O acesso aos dados de pacientes no Brasil é sempre um tema polêmico. A Súmula nº 609 do Superior Tribunal de Justiça (STJ) trouxe à tona uma discussão relevante acerca da utilização de dados genéticos por operadoras de saúde. Esta súmula estabelece que a recusa de cobertura securitária sob a alegação de doença preexistente exige a comprovação de má-fé do beneficiário, ou seja, que este sabia e não declarou a condição preexistente ao contratar o seguro.

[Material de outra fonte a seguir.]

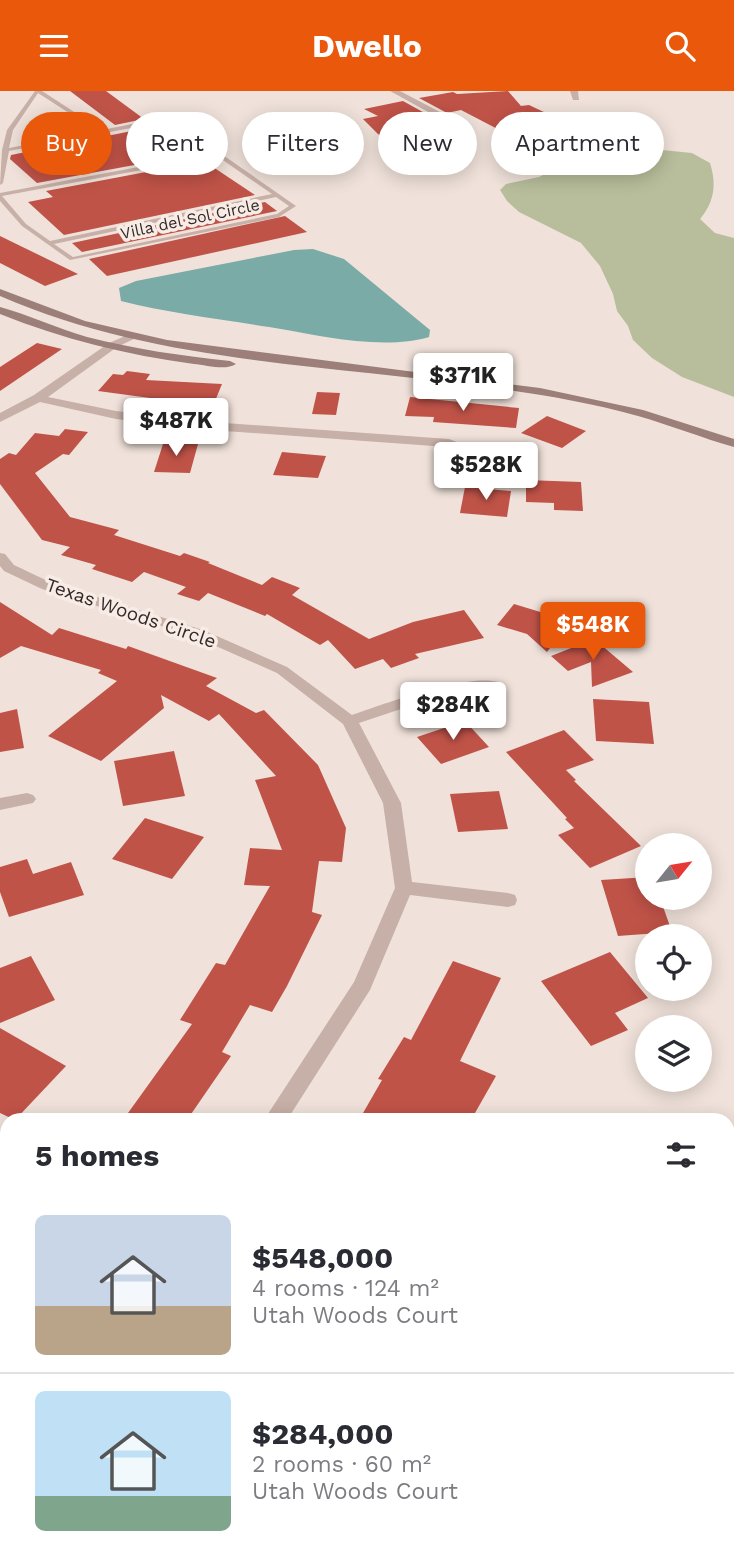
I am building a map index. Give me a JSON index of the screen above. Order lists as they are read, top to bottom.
{
  "streets": {
    "street": ["Texas Woods Circle"],
    "lane": ["Villa del Sol Circle"]
  },
  "north": "top right",
  "page": {
    "header": "Dwello",
    "chip": [
      "Buy",
      "Rent",
      "Filters",
      "New",
      "Apartment"
    ],
    "price": [
      "$371K",
      "$487K",
      "$528K",
      "$548K",
      "$284K"
    ],
    "heading": "5 homes",
    "list": [
      {
        "name": "$548,000",
        "note": "4 rooms · 124 m² · Utah Woods Court"
      },
      {
        "name": "$284,000",
        "note": "2 rooms · 60 m² · Utah Woods Court"
      }
    ]
  }
}
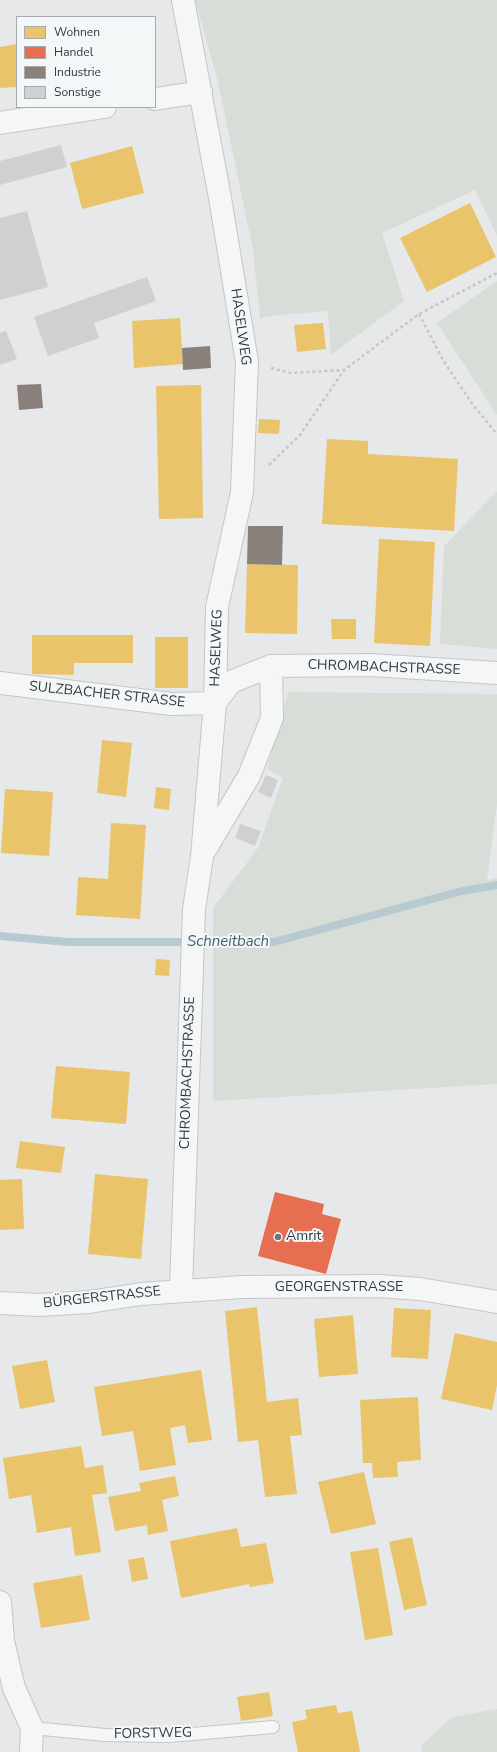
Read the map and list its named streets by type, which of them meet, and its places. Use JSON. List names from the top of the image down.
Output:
{
  "streets": {
    "street": [
      "HASELWEG",
      "CHROMBACHSTRASSE",
      "SULZBACHER STRASSE",
      "GEORGENSTRASSE",
      "BÜRGERSTRASSE"
    ],
    "lane": ["FORSTWEG"]
  },
  "crossings": [
    ["HASELWEG", "CHROMBACHSTRASSE"],
    ["HASELWEG", "SULZBACHER STRASSE"],
    ["CHROMBACHSTRASSE", "SULZBACHER STRASSE"],
    ["CHROMBACHSTRASSE", "GEORGENSTRASSE"],
    ["CHROMBACHSTRASSE", "BÜRGERSTRASSE"],
    ["GEORGENSTRASSE", "BÜRGERSTRASSE"]
  ],
  "water": ["Schneitbach"],
  "places": ["Amrit"],
  "legend": [
    "Wohnen",
    "Handel",
    "Industrie",
    "Sonstige"
  ]
}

No contexto de dados genéticos, a preocupação surge pelo potencial uso dessas informações pelas operadoras para investigar doenças preexistentes dos segurados de forma mais precisa.
Embora a intenção seja proteger os consumidores, a interpretação dessa súmula pode abrir brechas para que as operadoras de saúde acessem dados genéticos dos potenciais segurados, levantando questões éticas e jurídicas.
Essa situação toca em dois pontos fundamentais do direito brasileiro: o direito à privacidade e o acesso à saúde. Por um lado, o acesso a dados genéticos por operadoras de planos de saúde poderia violar o direito à privacidade e à intimidade dos indivíduos, garantido pela Constituição Federal, além de contrariar os princípios da Lei Geral de Proteção de Dados (LGPD), que estipula a necessidade de consentimento específico e informado para tratamento de dados sensíveis, categoria na qual se enquadram os dados genéticos.
Por outro, a utilização desses dados pode alegadamente auxiliar as operadoras a identificar riscos e ajustar suas políticas de cobertura, o que, em teoria, poderia contribuir para a sustentabilidade do sistema de saúde suplementar. No entanto, essa prática se choca com a função social dos planos de saúde e o acesso universal e igualitário aos serviços de saúde, princípios também amparados pela legislação brasileira.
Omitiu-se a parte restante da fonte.